Athletes; often described as superior, tough-minded and invincible and to be honest that’s what we pride ourselves on. However, deep down, beneath the confident surface, this isn’t always how we feel. We have tough days, weeks and months. But the environment that we find ourselves in every day sees this as a weakness. So we hide it all away.
We hide it from our coaches because why would they select someone struggling, we hide it from teammates because why would they want to race with someone who has doubts about themselves and most importantly we hide it from ourselves because being an athlete depends heavily on our own self-confidence and self-belief to tell ourselves we are capable.
However what would happen if we were to talk about what was going on beneath the surface? Would people back away, scared of what we would do? Or would they offer an ear, listen, and then offer to help? The reality is most would listen and also most would turn around and say ‘I know what you mean, I’ve been there.’
For the past few months, I have been out injured, as have a small group at our training base. Honestly being injured sucks. You spend your days away from the training group, watching them do exactly what you want to do, while you’re swimming, walking, completing endless rehab and core programmes mostly on your own and hours after everyone has left. You feel alone, demotivated and useless.
When you’re injured you can’t train, if you can’t train you can’t compete and if you can’t compete then what is our purpose?

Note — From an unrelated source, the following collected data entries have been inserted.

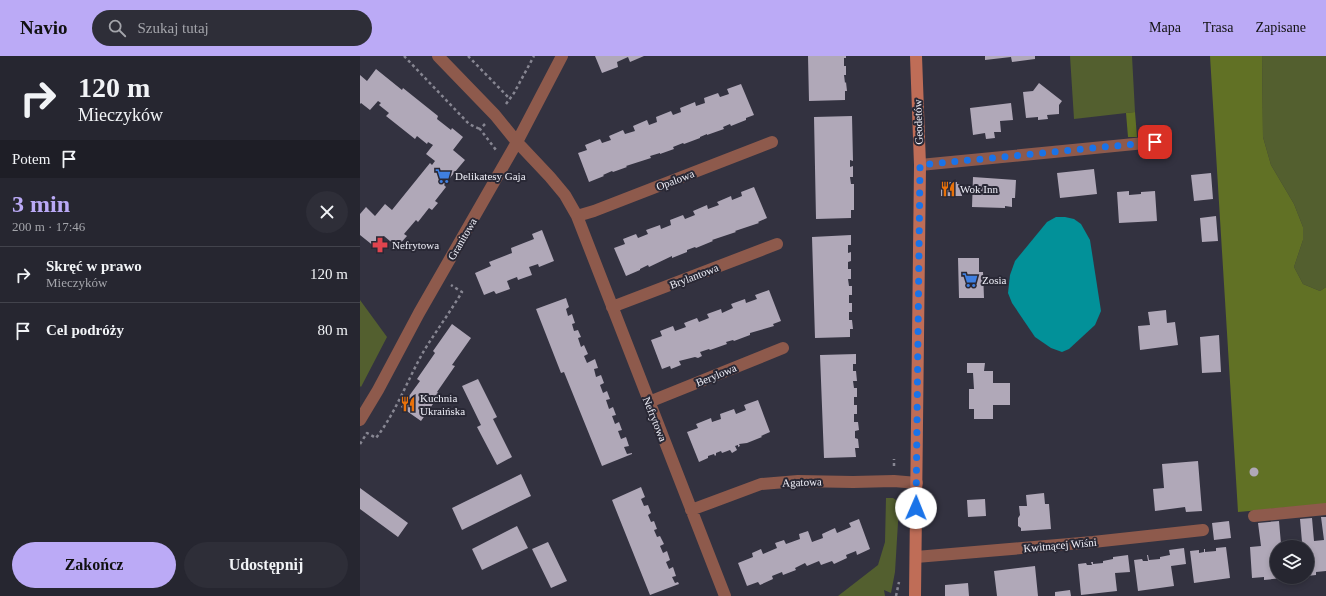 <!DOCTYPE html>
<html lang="pl">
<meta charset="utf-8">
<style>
body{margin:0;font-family:Georgia,serif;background:#2e2e38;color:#f1f3f6;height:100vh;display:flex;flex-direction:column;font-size:15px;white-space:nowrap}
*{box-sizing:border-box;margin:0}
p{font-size:13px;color:#a4a5ab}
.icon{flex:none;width:22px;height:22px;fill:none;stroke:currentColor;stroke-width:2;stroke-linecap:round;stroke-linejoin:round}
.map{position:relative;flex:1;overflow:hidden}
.side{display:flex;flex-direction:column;background:#262630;width:360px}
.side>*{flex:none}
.guide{background:#262630;color:#f1f3f6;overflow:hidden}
.buttons{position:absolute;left:910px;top:484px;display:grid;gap:8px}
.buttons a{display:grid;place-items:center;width:44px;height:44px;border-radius:50%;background:#262630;box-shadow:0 2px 6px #0003,0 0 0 1px #42434c;font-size:20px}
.pin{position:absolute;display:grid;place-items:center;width:34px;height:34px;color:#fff;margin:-17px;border-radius:8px;box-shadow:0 2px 6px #0006}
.me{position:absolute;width:44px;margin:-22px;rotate:1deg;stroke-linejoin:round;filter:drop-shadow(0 0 3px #0008)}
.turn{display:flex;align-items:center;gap:14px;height:84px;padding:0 12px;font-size:18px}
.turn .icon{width:52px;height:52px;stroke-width:2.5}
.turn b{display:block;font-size:28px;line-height:34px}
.then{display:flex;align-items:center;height:38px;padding:0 12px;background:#0003;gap:8px;font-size:15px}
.round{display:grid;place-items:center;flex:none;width:42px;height:42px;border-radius:21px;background:#2e2e38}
.overview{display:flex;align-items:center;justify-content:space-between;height:68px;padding:0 12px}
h1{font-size:24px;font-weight:700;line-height:30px;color:#bbaaf6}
.primary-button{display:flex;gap:8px;margin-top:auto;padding:8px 12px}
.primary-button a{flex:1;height:46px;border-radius:24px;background:#bbaaf6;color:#111;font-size:16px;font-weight:700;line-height:46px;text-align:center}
.primary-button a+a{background:#2e2e38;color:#f1f3f6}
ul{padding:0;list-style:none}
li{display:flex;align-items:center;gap:12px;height:56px;padding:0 12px;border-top:1px solid #42434c}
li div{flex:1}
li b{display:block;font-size:15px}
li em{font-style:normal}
header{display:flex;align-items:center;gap:24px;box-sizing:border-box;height:56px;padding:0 20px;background:#bbaaf6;color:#111}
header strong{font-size:19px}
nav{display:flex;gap:22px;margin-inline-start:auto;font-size:14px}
.search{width:280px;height:36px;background:#2e2e38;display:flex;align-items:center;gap:10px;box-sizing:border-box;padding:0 14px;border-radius:22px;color:#a4a5ab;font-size:15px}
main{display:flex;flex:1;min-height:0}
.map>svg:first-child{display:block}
.green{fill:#535f2f}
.forest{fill:#617125}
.water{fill:#029199}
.building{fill:#b0a8b8}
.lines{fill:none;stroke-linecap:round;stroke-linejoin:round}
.path{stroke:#878692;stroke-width:2.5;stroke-dasharray:3 3;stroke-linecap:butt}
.street{stroke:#8e5a4c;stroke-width:12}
.secondary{stroke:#bf6d57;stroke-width:12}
.route{stroke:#1a73e8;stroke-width:7;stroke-dasharray:0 12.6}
.labels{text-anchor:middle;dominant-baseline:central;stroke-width:4;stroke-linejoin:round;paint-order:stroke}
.street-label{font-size:11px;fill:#efeff8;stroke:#292835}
.poi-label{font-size:11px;fill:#efeff8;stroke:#292835;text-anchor:start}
</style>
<header>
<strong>Navio</strong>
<div class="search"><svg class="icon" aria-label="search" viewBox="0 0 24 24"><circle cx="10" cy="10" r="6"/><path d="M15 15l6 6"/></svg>Szukaj tutaj</div>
<nav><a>Mapa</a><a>Trasa</a><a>Zapisane</a></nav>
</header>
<main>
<section class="side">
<div class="guide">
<div class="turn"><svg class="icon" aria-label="right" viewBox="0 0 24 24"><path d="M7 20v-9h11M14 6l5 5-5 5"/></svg><div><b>120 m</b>Mieczyków</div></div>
<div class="then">Potem<svg class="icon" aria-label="arrive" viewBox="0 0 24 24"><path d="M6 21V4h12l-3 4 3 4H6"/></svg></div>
</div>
<div class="overview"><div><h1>3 min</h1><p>200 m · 17:46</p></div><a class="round"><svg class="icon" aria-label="close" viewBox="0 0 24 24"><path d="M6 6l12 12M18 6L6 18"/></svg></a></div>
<ul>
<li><svg class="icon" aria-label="right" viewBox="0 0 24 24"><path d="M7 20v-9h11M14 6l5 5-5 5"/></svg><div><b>Skręć w prawo</b><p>Mieczyków</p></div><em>120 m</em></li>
<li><svg class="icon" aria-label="arrive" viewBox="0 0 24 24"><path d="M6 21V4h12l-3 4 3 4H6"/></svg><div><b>Cel podróży</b></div><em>80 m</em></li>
</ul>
<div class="primary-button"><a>Zakończ</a><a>Udostępnij</a></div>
</section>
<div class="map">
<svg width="966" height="540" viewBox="0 0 966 540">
<rect width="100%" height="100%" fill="#333240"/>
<path class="green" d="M710,0H772L775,56L714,63Z
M902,0H966V231L960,235L943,228L934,211L943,184V171L934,148L911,109L903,81Z
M0,244L27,281L1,331L0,330Z
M526,442H533L536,444L539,450L535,516L531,537L524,534L525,540H478L518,509L525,486Z"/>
<path class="forest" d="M850,0H902L903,81L911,109L934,148L943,171V184L934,211L943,228L960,235L966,231V448L878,456Z
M775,56L777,81H768L766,57Z"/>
<path class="water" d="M696,161H705L714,163L721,168L730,184L741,255L735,269L709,293L702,296L691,292L675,281L652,247L648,237L650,219L655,205L687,166Z"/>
<path class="building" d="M235,0H284L270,6L268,1L257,6L258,11L242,17Z
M448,0H486V2H484V10H486V19H484L485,27L486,26L487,35H485V44L449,45Z
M625,0H675V3L652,6L651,1L625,4Z
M16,13L42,34L43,32L78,60L77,63L91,74L92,72L103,81L93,94L105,104L84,129L86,131L75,145L78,147L72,154L69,152L58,166L56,164L44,178L47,180L37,191L24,180L15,191L0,179V158L6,151L15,160L25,148L32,154L70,107L72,109L75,105L66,98L73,89L68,86L67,88L57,80L55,83L26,60L29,57L19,49L21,47L18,45L10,54L1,47L0,48V19L7,25Z
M679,27L702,45L699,49V58L687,59L688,63L678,64V61L666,62L663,36L673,35Z
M381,28L394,59L386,62V64L371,70L370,68L363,71L364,73L347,79V78L340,81V82L324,88L323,87L313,91L314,93L300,98V97L290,100L291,102L266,110L267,111L253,116L252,115L243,119L244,120L229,126L218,97L227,94L225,89L240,83L242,87L251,84L249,80L263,74L265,78L275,75L273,70L287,64L289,69L297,66L296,61L311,55L313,59L321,56L320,52L335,46L336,50L345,47L344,42L358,37L360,41L369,38L367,33Z
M651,47L653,64L640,65L641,76H634L635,82L626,83L625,77L613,79L610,52Z
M492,60L493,105L490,104V111L493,110V121H490L491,128H494V154H491V162L456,163L454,61Z
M734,113L737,138L700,142L697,117Z
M851,117L853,143L834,145L831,119Z
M613,121L656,124L655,142H652V151L645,150V152L612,151Z
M581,126H597V128H602V140H581Z
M394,131L407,162L398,166L399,167L375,175L376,176L352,184L353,185L336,192L335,191L327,194V196L312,202V200L289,211L288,209L280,213V214L266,220L254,192L265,188L263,183L276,178L278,182L288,178L286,174L300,169L301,173L311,169L310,164L323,159L325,163L335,159L333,155L347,149L348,153L359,149L357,146L371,140L372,144L382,140L381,136Z
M769,135V139L781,138V136L795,135L797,165L759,167L757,136Z
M856,160L858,185L842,186L840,162Z
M182,174L194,205L179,211L178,208L169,211L172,219L158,224L157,221L147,225L150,233L136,238L134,235L124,239L115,217L131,210L129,206L152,197L151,192L174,183L172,178Z
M491,179V189H488V197L491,196V205L488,206V213H491V223H488L489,230H492V239H489V247H492V256H489V264H492L493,273H490V281L455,282L452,181Z
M598,202H619V216H623L624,242H599Z
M409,234L421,265L413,268L414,270L390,277V279L374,285L373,284L366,286L367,288L350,294L349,293L340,296L342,300L338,302L335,301L319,305L321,309L311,313L310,310L302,313L291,284L302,280L300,275L313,270L315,275L326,271L324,267L337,262L339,266L349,262L347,258L361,253L362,257L373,252L371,248L385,243L386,247L397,243L395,239Z
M206,242L209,251L206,253L208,260L212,258L215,267L212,268L214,275L218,274L221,281L218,282L221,291L224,289L228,298L224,300L227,307L235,303L238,312L234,313L236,321L241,319L244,327L240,329L243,337L247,335L250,343L246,344L249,353L253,351L256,359L252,360L255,368L259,366L262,374L258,375L261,383L266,381L269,390L264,391L267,398L272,397V398L242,410L204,316L201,317L176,253Z
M806,254L807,267L815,266L818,289L780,294L778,270L790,269L788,256Z
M92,268L111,282L92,309L95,310L77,336L80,338L61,365L41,351L60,325L57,323L75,297L73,295Z
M859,279L861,316L842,317L840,281Z
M496,298V308H493V315H496L497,325H493L494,332H497V341H494V349H497V358H494V366H498L499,374L495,375V382L498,383L499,392H495L496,401L464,402L460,299Z
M607,307H625L624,315H633V327H650V349H633V363H614V353H609V333H614L613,317H607Z
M118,323L137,361L133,363L152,401L137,409L117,371L121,369L102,330Z
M398,344L410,376L401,380L402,381L387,387L379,388L380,390L378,391V389L375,390L377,394L372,397L370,394L362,397L361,395L356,397V399L355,400L354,398L348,400V402L339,406L327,376L338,372L336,368L351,362L352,366L361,363L360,358L374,353L376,358L386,354L384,349Z
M838,405L842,455L826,456L825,451L795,455L793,433L804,432L802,408Z
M889.5 416a4.5 4.5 0 1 1 9 0a4.5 4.5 0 1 1-9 0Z
M161,418L171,440L102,474L92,452Z
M281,431L285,441L281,443L284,450L288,449L291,457L288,459L291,466L294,465L297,473L294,474L297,481L300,480L304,488L300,490L303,497L307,495L310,504L306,506L309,513L313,511L316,520L312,521L315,527L318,526L319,528L290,539L252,444Z
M0,432L48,467L38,481L0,453Z
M684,437L685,448H689L691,473L661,475V472L658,470V462L660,459L659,450H667L666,439Z
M625,443L626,460L608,461L607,444Z
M961,461H966V515L956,516V519L947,520V491H917V521H923V522L904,524V521L892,522L890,491L901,490L898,467L919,465L921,488L932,487L942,486L940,463L952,462L954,485L964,484Z
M499,463L510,493L497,499L496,495L486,499L487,502L474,508L472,505L461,509L459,505L447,510L445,507L435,512L436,514L423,519L422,516L412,520L413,523L400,529L398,526L387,530L378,507L393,501L392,497L401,493L403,498L417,492L415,487L424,484L426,488L440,483L439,478L448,475L452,486L463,482L462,478L475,472L477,477L491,471L489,467Z
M869,465L871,482L854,484L852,467Z
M157,470L168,492L122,514L112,493Z
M188,486L207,525L191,532L172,493Z
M866,491L870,522L834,527L830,495L839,494V497L844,496V493H845V496L856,495V492Z
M824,492L826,508L811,510L814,530L778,535L774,504L782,503L783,505H788L787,499H788L789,504L800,503V501L810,499L809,494Z
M768,499L770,516L755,517L757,535L721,539L718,508L726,507L727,509H732L731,506H733V508L743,507V505L753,503V501Z
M675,510L678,540H637L634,515Z
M608,527L609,540H585V529Z
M710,534L711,540H695V536Z"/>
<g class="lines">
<path class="path" d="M44,0L109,68L120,73
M108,0L150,43
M146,48L154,37L174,0
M125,68L120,73L136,94
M0,388L7,377L16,382C37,355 48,322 65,293C77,274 90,256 102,236L91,229
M534,410V403
M536,540L539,526"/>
<path class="street" d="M78,0L135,59L157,86L190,121L205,139L217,160L365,540
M560,109L795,86
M217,160L234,155L412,86
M252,251L417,188
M289,346L423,292
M0,364L18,334L59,257L157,86L202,0
M331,454L401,428L438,425L493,426L534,425L557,427
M894,460L966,453
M556,501L733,486L843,474"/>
<path class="secondary" d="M555,540L560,109L556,0"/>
</g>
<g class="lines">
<path class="route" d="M556,452L560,109L795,86"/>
</g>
<defs>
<symbol id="supermarket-bare" viewBox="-9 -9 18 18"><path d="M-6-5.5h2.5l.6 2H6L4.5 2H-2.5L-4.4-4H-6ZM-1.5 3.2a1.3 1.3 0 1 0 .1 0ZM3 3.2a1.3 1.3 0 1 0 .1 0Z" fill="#3f7fe0" stroke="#292835" stroke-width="2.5" paint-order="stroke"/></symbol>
<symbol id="restaurant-bare" viewBox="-9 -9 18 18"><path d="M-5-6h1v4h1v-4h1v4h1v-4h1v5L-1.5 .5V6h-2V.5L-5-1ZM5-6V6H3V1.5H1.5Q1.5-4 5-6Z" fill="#e8710a" stroke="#292835" stroke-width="2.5" paint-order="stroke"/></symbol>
<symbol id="pharmacy-bare" viewBox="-9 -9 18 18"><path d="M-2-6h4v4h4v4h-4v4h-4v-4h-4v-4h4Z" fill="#e0444e" stroke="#292835" stroke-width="2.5" paint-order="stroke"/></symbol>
</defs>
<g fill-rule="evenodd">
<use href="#supermarket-bare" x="72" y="109" width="22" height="22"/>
<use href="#restaurant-bare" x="577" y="122" width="22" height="22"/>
<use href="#pharmacy-bare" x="9" y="178" width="22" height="22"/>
<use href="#supermarket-bare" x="599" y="213" width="22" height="22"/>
<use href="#restaurant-bare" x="37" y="337" width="22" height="22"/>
</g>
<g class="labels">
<g class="street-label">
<text transform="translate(558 66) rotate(-92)">Geodetów</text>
<text transform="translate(315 124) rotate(-21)">Opalowa</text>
<text transform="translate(102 183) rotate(-60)">Granitowa</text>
<text transform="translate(334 220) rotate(-21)">Brylantowa</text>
<text transform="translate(356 319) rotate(-22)">Berylowa</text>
<text transform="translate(295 363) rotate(68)">Nefrytowa</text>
<text transform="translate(442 426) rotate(-2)">Agatowa</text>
<text transform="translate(700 489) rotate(-5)">Kwitnącej Wiśni</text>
</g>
<g class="poi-label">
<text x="95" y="120">Delikatesy Gaja</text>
<text x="600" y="133">Wok Inn</text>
<text x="32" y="189">Nefrytowa</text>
<text x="622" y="224">Zosia</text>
<text x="60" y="342">Kuchnia<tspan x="60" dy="13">Ukraińska</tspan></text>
</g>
</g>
</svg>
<div class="buttons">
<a><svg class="icon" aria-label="layers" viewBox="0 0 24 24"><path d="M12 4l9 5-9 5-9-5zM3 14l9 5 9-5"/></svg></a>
</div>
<div class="pin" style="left:795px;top:86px;background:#d93025"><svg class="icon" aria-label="arrive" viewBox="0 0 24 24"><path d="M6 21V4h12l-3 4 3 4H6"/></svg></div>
<svg class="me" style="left:556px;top:452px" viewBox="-20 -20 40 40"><circle r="19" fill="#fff"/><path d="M0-13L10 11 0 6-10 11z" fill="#1a73e8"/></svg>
</div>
</main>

It sounds savage but that’s reality. On top of our own thoughts, the coaches have turned a blind eye to you as you can’t give them what they need. Another reminder of your lack of purpose. You have also gone from being a member of a large training group to being on your own. Your only contact is with a physio, doctor or strength and conditioning coach. It’s a horrible and damaging situation to be in.
A couple of months ago I decided to try and change this. So…I made a WhatsApp group and I added every athlete who was out of training with a ‘serious injury’ (off the full training programme for 4 weeks+). It was a risk. I was mixing people from all the different training groups, many who had never properly spoken to each other and all in their own different, personal situations. But I honestly think it’s worked or is working. People have started talking. Some of us have started meeting for coffee and a chat and slowly we’re opening up to one another about how we’re actually feeling, how we’re coping and people are listening. There’s no judgement because it turns out we’re all in a similar place, experiencing similar emotions and we aren’t alone and we aren’t crazy.
It’s not a big deal, it’s not forced or awkward, it’s just happening. Obviously, the group is full of awful chat and questionable GIFS but the main purpose of the group is support and offering somewhere for people to talk. It’s nothing fancy, no counsellors, just fellow training partners occasionally asking and answering one simple question “Everything Ok?”.
I hope that the group continues and people join and leave as and when necessary but as long as people keep talking then we’ll be ‘Ok’. Mental health is not something to shy away from, we can all suffer from mental illness no matter who we are and we can all help someone. Don’t be afraid to talk but also don’t be afraid to listen. People aren’t looking for you to fix their problems but it’s amazing how much just listening can help someone out.
If anyone who has read this is finding themselves in a similar situation then give it a go, try setting up a group I can’t promise it will work but it may get the ball rolling.